Register provider-to-customer (P2C) relationships with extensions to RPKI. 
Recursively collect this information to resolve all ASes that may be visible 
behind a given AS. Then do a reverse lookup in the ROA database to obtain all 
the prefixes that are authorized to be advertised by these ASes and generate a 
prefix filter that can be applied to a BGP neighbor.

Unclear what happens to prefixes that aren't included in the filter because of 
a missing AS-Cone (P2C record) or ROA.

PathRPKI

The RPKI ROA format is extended to include a set of authorized transit ASes in 
the upstream part of the path. Authorized ASes in the downstream part of the 
path are known through local configuration. For each prefix, the two halves of 
the path are combined into a list of ASes that may appear in the AS path.

These paths are sent to routers using an extended version of the RPKI to router 
protocol. Routers mark a prefix as invalid if the origin AS doesn't match as 
usual, and if an extended list of ASes is present, if there are ASes in the BGP 
AS path that are not in the filter list (or appear in the wrong order).

So let's compare.

In-band vs out-of-band

LDM is the only mechanism that works in-band. In-band is inherently less 
effective because the same issues that create a route leak in the first place 
may also send incorrect in-band information.

Deployment

LDM: although it was supposed to be easy to deploy, discussion has been going 
on for four years, and in my opinion, as per my earlier email about the draft, 
deployment issues haven't been solved at this time.

ASPA, ASCone and PathRPKI all require changes in the RIR RPKI front- and 
backends and the RPKI relying party software implementations.

ASPA: requires unspecified changes to the RPKI to router protocol to convey C2P 
records, and for routers to implement the validation logic. (Maybe this is not 
necessary, but this is my best guess at this time.) If so, that may take 
considerable time and subsequent updates to the filtering logic will be 
difficult because of the slow update cycle in routers. Lack of an "unknown" 
validation state with partial deployment may be problematic.

ASCone: generating router filters to be included in configurations is easy to 
deploy, but very clumsy. Not clear how reusing the RPKI to router protocol 
would work. Unclear what partial deployment would look like.

PathRPKI: changes to RPKI to router protocol necessary. However, the scope of 
these changes is small. Good partial deployment as each combination of origin 
AS and destination AS is immediately protected agains route leaks even if ASes 
in the middle don't implement PathRPKI.

Who is involved

LDM: transit ASes. Leaf ASes that don't peer have no actions.
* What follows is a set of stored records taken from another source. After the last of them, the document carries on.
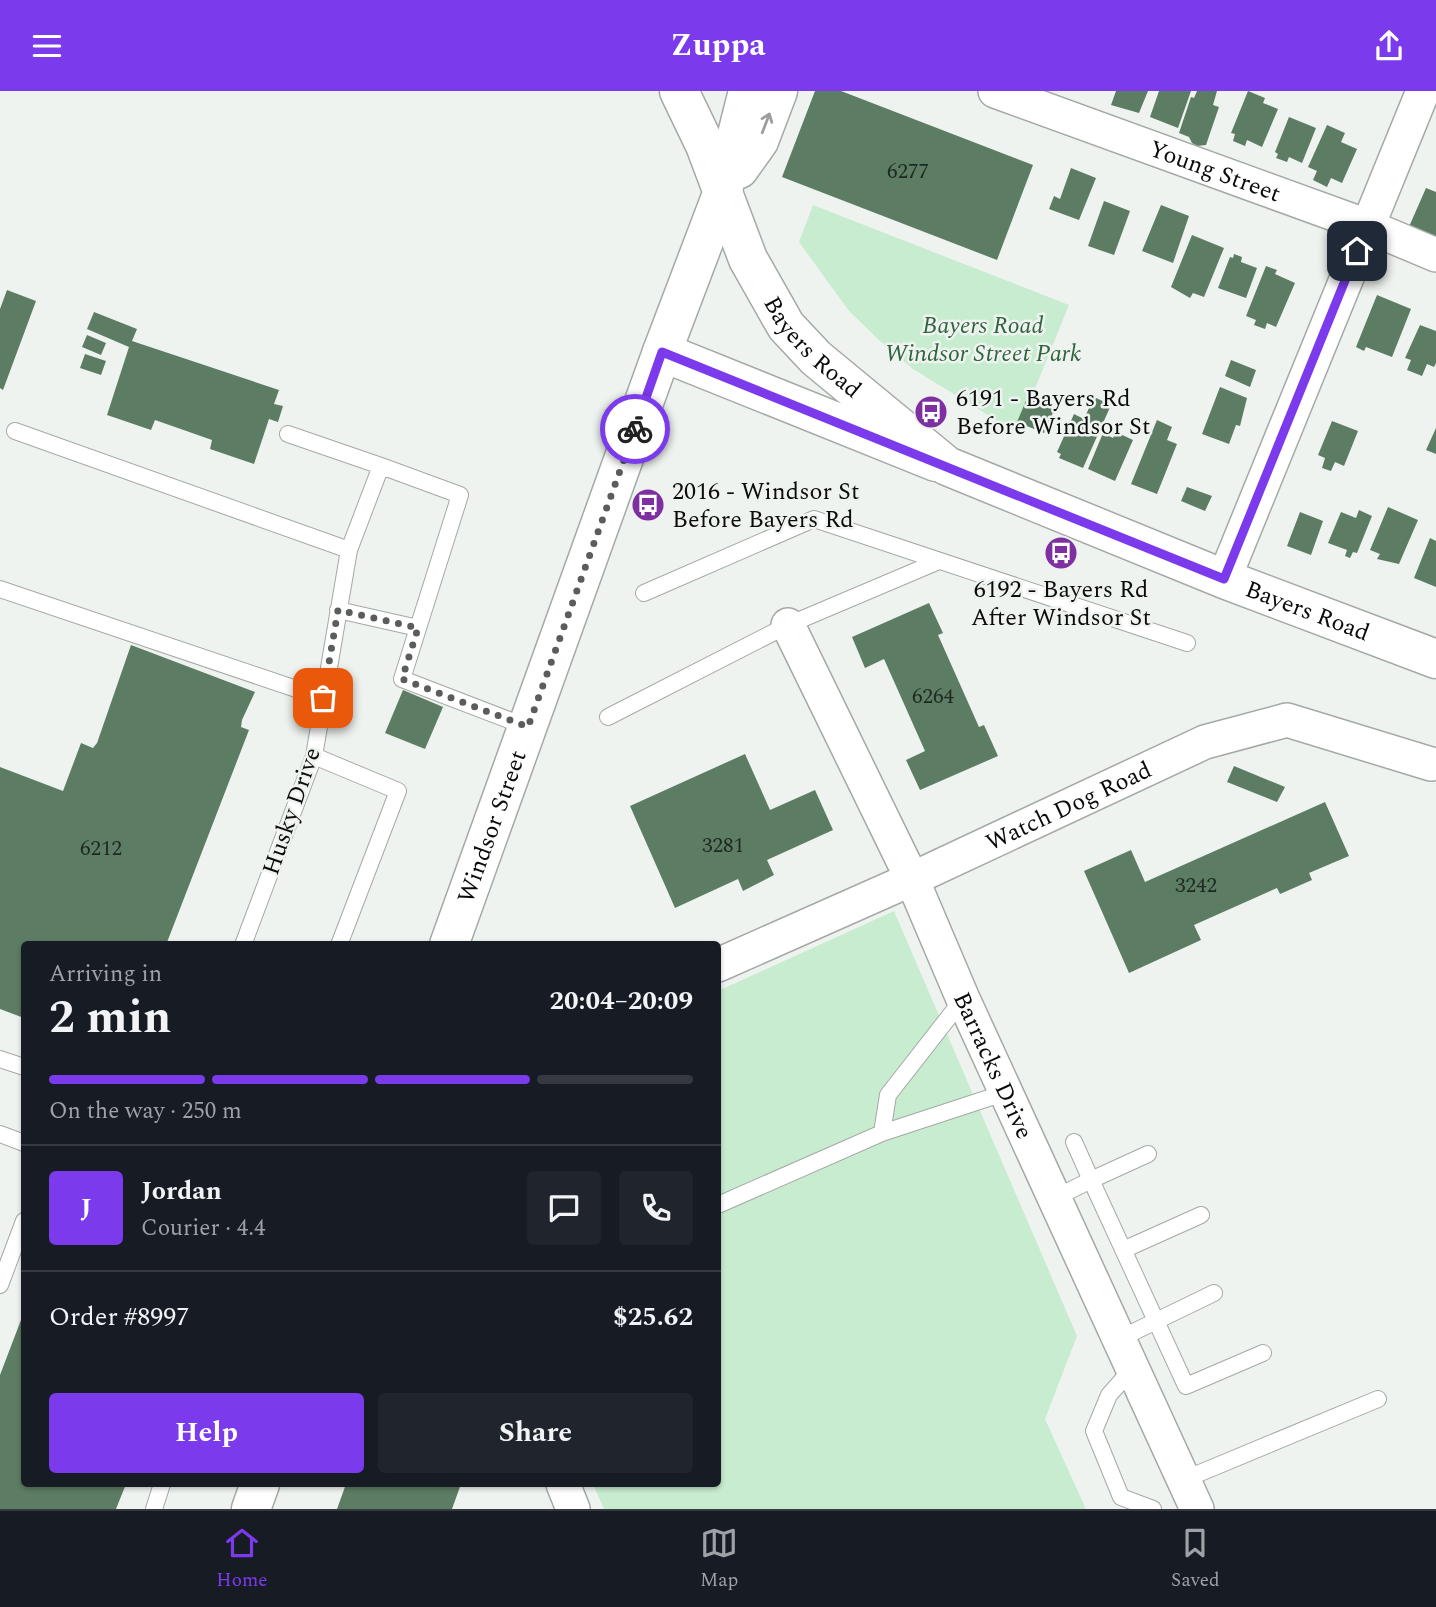 <!DOCTYPE html>
<meta charset="utf-8">
<style>
:root{--surface:#171b24;--page:#20242c;--text:#f1f3f6;--muted:#9ea1a6;--line:#363941;--accent:#7c3aed}
body{margin:0;font-family:Spectral,serif;background:var(--page);color:var(--text);height:100vh;display:flex;flex-direction:column;font-size:26px;white-space:nowrap}
*{box-sizing:border-box;margin:0}
p{font-size:23px;color:var(--muted)}
.icon{flex:none;width:38px;height:38px;fill:none;stroke:currentColor;stroke-width:2;stroke-linecap:round;stroke-linejoin:round}
.map{position:relative;flex:1;overflow:hidden}
.panel{position:absolute;left:21px;top:850px;width:700px;height:546px;display:flex;flex-direction:column;background:var(--surface);border-radius:7px;box-shadow:0 2px 5px #0004}
.panel>*{flex:none}
.pin{position:absolute;display:grid;place-items:center;width:60px;height:60px;color:#fff;margin:-30px;border-radius:14px;box-shadow:0 4px 10px #0006}
.courier{position:absolute;display:grid;place-items:center;width:70px;height:70px;margin:-35px;border:5px solid #7c3aed;border-radius:50%;background:#fff;color:#222;box-shadow:0 2px 9px #0007}
.summary em{font-style:normal;font-weight:700}
.summary div{display:flex;flex-direction:column-reverse}
.summary{display:flex;align-items:center;justify-content:space-between;height:119px;padding:0 28px}
h1{font-size:46px;font-weight:700;line-height:52px}
.bar{display:grid;grid-template-columns:repeat(4,1fr);gap:10px 7px;align-content:center;height:84px;padding:0 28px}
.bar i{height:9px;border-radius:5px;background:var(--line)}
.bar .selected{background:var(--accent)}
.bar p{grid-column:span 4}
.line{display:flex;align-items:center;gap:18px;padding:0 28px;border-top:2px solid var(--line)}
.line div{flex:1}
.round{display:grid;place-items:center;flex:none;width:74px;height:74px;border-radius:7px;background:var(--page)}
.primary-button{display:flex;gap:14px;margin-top:auto;padding:14px 28px}
.primary-button a{flex:1;height:80px;border-radius:7px;background:var(--accent);color:#fff;font-size:28px;font-weight:700;line-height:80px;text-align:center}
.primary-button a+a{background:var(--page);color:var(--text)}
header{display:flex;justify-content:space-between;align-items:center;height:91px;padding:0 28px;background:var(--accent);color:#fff;font-size:32px;font-weight:700}
.menu{display:flex;justify-content:space-around;align-items:center;height:98px;border-top:2px solid var(--line);background:var(--surface);font-size:19px;color:var(--muted)}
.menu a{display:grid;justify-items:center;gap:4px}
.menu .selected{color:var(--accent)}
.map>svg:first-child{display:block}
.green{fill:#c8eccf}
.building{fill:#5c7d63}
.lines{fill:none;stroke-linecap:round;stroke-linejoin:round}
.service-casing{stroke:#a5a9a5;stroke-width:18}
.minor-casing{stroke:#a5a9a5;stroke-width:36}
.tertiary-casing{stroke:#a5a9a5;stroke-width:41}
.secondary-casing{stroke:#a5a9a5;stroke-width:41}
.service{stroke:#fff;stroke-width:16}
.minor{stroke:#fff;stroke-width:33}
.tertiary{stroke:#fff;stroke-width:38}
.secondary{stroke:#fff;stroke-width:38}
.oneway{stroke:#9d9e9d}
.done{stroke:#5a5d5b;stroke-width:7;stroke-dasharray:0 12.6}
.route{stroke:#7c3aed;stroke-width:9}
.labels{text-anchor:middle;stroke-width:5;stroke-linejoin:round;paint-order:stroke}
.number-label{font-size:21px;fill:#1e2821}
.street-label{font-size:24px;fill:#0a0c0b;stroke:#eff3ef}
.park-label{font-size:24px;font-style:italic;fill:#2f653e;stroke:#eff3ef}
.poi-label{font-size:24px;fill:#0a0c0b;stroke:#eff3ef;text-anchor:start}
</style>
<header><svg class="icon" aria-label="menu" viewBox="0 0 24 24"><path d="M4 6h16M4 12h16M4 18h16"/></svg>Zuppa<svg class="icon" aria-label="share" viewBox="0 0 24 24"><path d="M12 15V3M7 8l5-5 5 5M5 13v7h14v-7"/></svg></header>
<div class="map">
<svg width="1436" height="1418" viewBox="0 0 1436 1418">
<rect width="100%" height="100%" fill="#eff3ef"/>
<path class="green" d="M 813,114 L 1069,214 L 1017,342 L 913,278 L 880,250 L 849,220 L 799,151 Z
M 894,820 L 1077,1245 L 1045,1328 L 1086,1418 L 604,1418 L 593,1393 L 718,1393 L 718,900 Z"/>
<path class="building" d="M 815,0 L 841,0 L 1033,74 L 997,169 L 782,86 Z
M 1116,0 L 1148,0 L 1139,22 L 1111,14 Z
M 1159,0 L 1191,0 L 1178,37 L 1150,26 Z
M 1197,0 L 1217,0 L 1213,14 L 1219,16 L 1206,54 L 1197,55 L 1192,52 L 1189,46 L 1179,42 L 1191,6 L 1194,7 Z
M 1248,0 L 1265,7 L 1263,12 L 1278,18 L 1262,56 L 1247,49 L 1245,55 L 1233,50 L 1235,43 L 1231,42 Z
M 1289,26 L 1316,37 L 1302,72 L 1289,66 L 1287,71 L 1276,67 L 1278,63 L 1275,61 Z
M 1327,34 L 1345,42 L 1341,51 L 1357,58 L 1342,92 L 1331,87 L 1327,96 L 1313,89 L 1317,80 L 1308,76 Z
M 1071,77 L 1096,87 L 1079,129 L 1049,118 L 1054,105 L 1060,108 Z
M 1426,97 L 1436,101 L 1436,150 L 1408,138 Z
M 1104,110 L 1130,120 L 1114,164 L 1088,155 Z
M 1161,114 L 1189,125 L 1173,172 L 1142,160 Z
M 1192,144 L 1224,157 L 1204,206 L 1193,202 L 1190,207 L 1171,196 Z
M 1234,163 L 1242,166 L 1241,171 L 1257,177 L 1246,207 L 1218,197 L 1230,166 L 1233,167 Z
M 1266,175 L 1277,179 L 1275,183 L 1295,192 L 1276,236 L 1267,232 L 1265,238 L 1254,234 L 1256,229 L 1246,225 Z
M 7,199 L 36,210 L 3,299 L 0,297 L 0,218 Z
M 1377,204 L 1411,218 L 1392,266 L 1366,256 L 1364,260 L 1356,256 Z
M 94,221 L 137,238 L 132,250 L 279,299 L 274,313 L 283,315 L 278,331 L 269,328 L 254,373 L 210,358 L 212,349 L 155,329 L 151,339 L 107,324 L 129,256 L 87,238 Z
M 1420,234 L 1436,240 L 1436,272 L 1434,276 L 1427,273 L 1422,285 L 1407,279 L 1411,269 L 1405,267 Z
M 87,244 L 106,252 L 101,264 L 82,256 Z
M 85,263 L 106,270 L 101,284 L 80,277 Z
M 1231,269 L 1256,279 L 1250,296 L 1225,285 Z
M 1220,296 L 1247,307 L 1240,335 L 1236,334 L 1229,353 L 1202,343 Z
M 1028,305 L 1055,317 L 1044,342 L 1017,331 Z
M 1094,306 L 1111,314 L 1083,377 L 1059,367 L 1061,363 L 1057,361 L 1074,323 L 1084,328 Z
M 1157,329 L 1172,336 L 1167,349 L 1177,353 L 1157,403 L 1131,393 Z
M 1332,330 L 1358,340 L 1344,375 L 1335,371 L 1331,380 L 1322,377 L 1325,367 L 1318,364 Z
M 1436,337 L 1436,363 L 1426,359 Z
M 1116,341 L 1133,349 L 1115,390 L 1088,378 L 1103,342 L 1113,347 Z
M 1187,396 L 1212,405 L 1205,420 L 1181,410 Z
M 1388,416 L 1418,429 L 1399,473 L 1377,468 L 1380,463 L 1370,459 Z
M 1359,419 L 1372,425 L 1357,462 L 1353,461 L 1350,467 L 1345,465 L 1347,459 L 1328,452 L 1341,421 L 1356,427 Z
M 1300,421 L 1323,430 L 1311,464 L 1287,455 Z
M 1430,447 L 1436,450 L 1436,496 L 1414,487 Z
M 929,512 L 943,542 L 938,544 L 979,636 L 984,634 L 998,665 L 920,699 L 906,669 L 925,660 L 884,568 L 865,577 L 852,546 Z
M 131,554 L 255,601 L 242,629 L 241,636 L 249,639 L 166,854 L 24,854 L 24,927 L 0,918 L 0,676 L 63,700 L 81,652 L 93,657 L 97,652 Z
M 403,599 L 443,616 L 425,658 L 385,642 Z
M 745,663 L 770,719 L 815,699 L 833,739 L 767,769 L 774,784 L 743,800 L 738,788 L 675,817 L 630,715 Z
M 1234,675 L 1285,696 L 1277,711 L 1227,691 Z
M 1325,711 L 1349,765 L 1309,782 L 1312,789 L 1280,803 L 1277,797 L 1194,834 L 1201,849 L 1129,882 L 1084,780 L 1131,759 L 1145,791 Z
M 24,1221 L 24,1393 L 126,1393 L 116,1418 L 0,1418 L 0,1284 Z
M 346,1393 L 461,1393 L 452,1418 L 337,1418 Z"/>
<g class="lines">
<defs>
<path id="service" d="M 15,340 L 349,459 L 381,375 L 288,343
M 381,375 L 460,404 L 402,588 L 527,636
M 0,498 L 323,607
M 644,502 L 814,428 L 1187,552
M 338,519 L 418,537
M 608,626 L 788,534 L 939,470
M 314,665 L 398,700 L 339,854
M 243,854 L 314,665 L 349,459
M 0,968 L 24,976
M 882,1042 L 888,1004 L 963,908
M 0,1043 L 24,1052
M 1074,1051 L 1091,1089 L 1148,1063
M 1055,1107 L 1091,1089 L 1186,1295 L 1263,1262
M 718,1114 L 882,1042 L 1007,1001
M 1123,1159 L 1201,1124
M 0,1194 L 24,1130
M 1119,1248 L 1214,1202
M 1132,1278 L 1109,1304 L 1094,1340 L 1121,1406 L 1153,1418
M 1183,1389 L 1378,1308
M 154,1418 L 162,1393"/>
<g id="minor">
<path id="s1" d="M 995,0 L 1367,135 L 1436,164"/>
<path d="M 1224,488 L 1423,0"/>
<path id="s2" d="M 788,534 L 912,788 L 963,908 L 1197,1418"/>
<path id="s3" d="M 718,874 L 912,788 L 1205,651 L 1287,629 L 1431,673"/>
<path d="M 563,1393 L 573,1418"/>
</g>
<g id="tertiary">
<path d="M 739,78 L 759,50 L 778,0"/>
<path d="M 662,261 L 936,371"/>
<path id="s4" d="M 449,854 L 662,261 L 722,103 L 748,0"/>
<path d="M 251,1418 L 260,1393"/>
</g>
<g id="secondary">
<path id="s5" d="M 679,0 L 705,54 L 748,168 L 786,235 L 816,267 L 947,375 L 1224,488 L 1436,568"/>
</g>
</defs>
<use href="#service" class="service-casing"/>
<use href="#minor" class="minor-casing"/>
<use href="#tertiary" class="tertiary-casing"/>
<use href="#secondary" class="secondary-casing"/>
<use href="#service" class="service"/>
<use href="#minor" class="minor"/>
<use href="#tertiary" class="tertiary"/>
<use href="#secondary" class="secondary"/>
</g>
<defs><path id="oneway-shaft" d="M-6 0H5M1.5-3L5.5 0L1.5 3" fill="none" stroke-width="1.6" stroke-linecap="round" stroke-linejoin="round" transform="scale(1.75)"/></defs>
<use class="oneway" href="#oneway-shaft" transform="translate(766 32) rotate(-69)"/>
<g class="lines">
<path class="done" d="M 323,607 L 338,519 L 418,537 L 402,588 L 528,636 L 635,338"/>
<path class="route" d="M 635,338 L 662,261 L 1224,488 L 1357,160"/>
</g>
<defs>
<symbol id="bus-disc" viewBox="-11 -11 22 22"><circle r="9.5" fill="#7f30a0" stroke="#eff3ef"/><path d="M-5-6H5V4H4V6H2V4H-2V6H-4V4H-5ZM-3.5-4V0h7V-4ZM-3.5 1.2v1.5H-2V1.2ZM2 1.2v1.5H3.5V1.2Z" fill="#fff"/></symbol>
</defs>
<g fill-rule="evenodd">
<use href="#bus-disc" x="912" y="302" width="38" height="38"/>
<use href="#bus-disc" x="629" y="395" width="38" height="38"/>
<use href="#bus-disc" x="1042" y="443" width="38" height="38"/>
</g>
<g class="labels">
<g class="number-label">
<text x="908" y="87">6277</text>
<text x="933" y="612">6264</text>
<text x="723" y="761">3281</text>
<text x="101" y="764">6212</text>
<text x="1196" y="801">3242</text>
</g>
<g class="street-label">
<text dy="8" stroke="none"><textPath href="#s1" startOffset="234">Young Street</textPath></text>
<text dy="8" stroke="none"><textPath href="#s5" startOffset="292">Bayers Road</textPath></text>
<text dy="8" stroke="none"><textPath href="#s5" startOffset="861">Bayers Road</textPath></text>
<text dy="8" stroke="none"><textPath href="#s3" startOffset="385">Watch Dog Road</textPath></text>
<text transform="translate(291 720) rotate(-71)" y="8">Husky Drive</text>
<text dy="8" stroke="none"><textPath href="#s4" startOffset="126">Windsor Street</textPath></text>
<text dy="8" stroke="none"><textPath href="#s2" startOffset="486">Barracks Drive</textPath></text>
</g>
<g class="park-label">
<text x="983" y="242">Bayers Road<tspan x="983" dy="28">Windsor Street Park</tspan></text>
</g>
<g class="poi-label">
<text x="956" y="315">6191 - Bayers Rd<tspan x="956" dy="28">Before Windsor St</tspan></text>
<text x="672" y="408">2016 - Windsor St<tspan x="672" dy="28">Before Bayers Rd</tspan></text>
<text x="1061" y="506" text-anchor="middle">6192 - Bayers Rd<tspan x="1061" dy="28">After Windsor St</tspan></text>
</g>
</g>
</svg>
<div class="pin" style="left:323px;top:607px;background:#ea580c"><svg class="icon" aria-label="bag" viewBox="0 0 24 24"><path d="M5 8h14l-1 12H6zM9 8a3 3 0 0 1 6 0"/></svg></div>
<div class="pin" style="left:1357px;top:160px;background:#1f2937"><svg class="icon" aria-label="home" viewBox="0 0 24 24"><path d="M3 11l9-7 9 7M6 9v11h12V9"/></svg></div>
<div class="courier" style="left:635px;top:338px"><svg class="icon" aria-label="bike" viewBox="0 0 24 24"><circle cx="6" cy="16" r="4"/><circle cx="18" cy="16" r="4"/><path d="M6 16l4-8h5l3 8M10 8l3 8H6M13 5h3"/></svg></div>
<section class="panel">
<div class="summary"><div><h1>2 min</h1><p>Arriving in</p></div><em>20:04–20:09</em></div>
<div class="bar"><i class="selected"></i><i class="selected"></i><i class="selected"></i><i></i><p>On the way · 250 m</p></div>
<div class="line" style="height:126px"><b class="round" style="background:var(--accent);color:#fff">J</b><div><b>Jordan</b><p>Courier · 4.4</p></div><a class="round"><svg class="icon" aria-label="chat" viewBox="0 0 24 24"><path d="M4 5h16v11H9l-5 4z"/></svg></a><a class="round"><svg class="icon" aria-label="phone" viewBox="0 0 24 24"><path d="M5 4h4l2 5-3 2q2 4 5 5l2-3 5 2v4C11 20 4 13 5 4z"/></svg></a></div>
<div class="line" style="height:91px"><div>Order #8997</div><b>$25.62</b></div>
<div class="primary-button"><a>Help</a><a>Share</a></div>
</section>
</div>
<nav class="menu">
<a class="selected"><svg class="icon" aria-label="home" viewBox="0 0 24 24"><path d="M3 11l9-7 9 7M6 9v11h12V9"/></svg>Home</a>
<a><svg class="icon" aria-label="map" viewBox="0 0 24 24"><path d="M3 6l6-2 6 2 6-2v14l-6 2-6-2-6 2zM9 4v14M15 6v14"/></svg>Map</a>
<a><svg class="icon" aria-label="saved" viewBox="0 0 24 24"><path d="M7 4h10v16l-5-4-5 4z"/></svg>Saved</a>
</nav>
ASPA: All ASes. Origin ASes and transit ASes that have transit ASes of their 
own register C2P records. All other ASes filter based on this, most notably 
ASes that peer.

ASCone: Transit ASes register P2C records, ASes that peer filter based on this. 
Leaf ASes that don't peer have no actions.

PathRPKI: origin AS registers authorized transit ASes. No specific actions for 
transit ASes. ASes in the downstream part of the path filter based on this.

Security

LDM: relatively low, as a malicious AS could modify the in-band information.

ASCone: middle, as ASes can incorrectly claim a P2C relationship with no 
obvious recourse for the AS that is incorrectly labeled as a customer.

ASPA: high, as only customers claim the customer-provider relationship.

PathRPKI: a little higher, as the upstream part of the path is solely 
determined by the origin AS (however, at the cost of flexibility as transit 
relationship changes further upstream now require work by all the ASes 
downstream of the change)

What now?

There are some good ideas here, but it sure looks like we haven't figured out 
the best way to attack this problem. Publish four RFCs, throw them to the wall, 
see what sticks? Hopefully we can come up with a better process than that.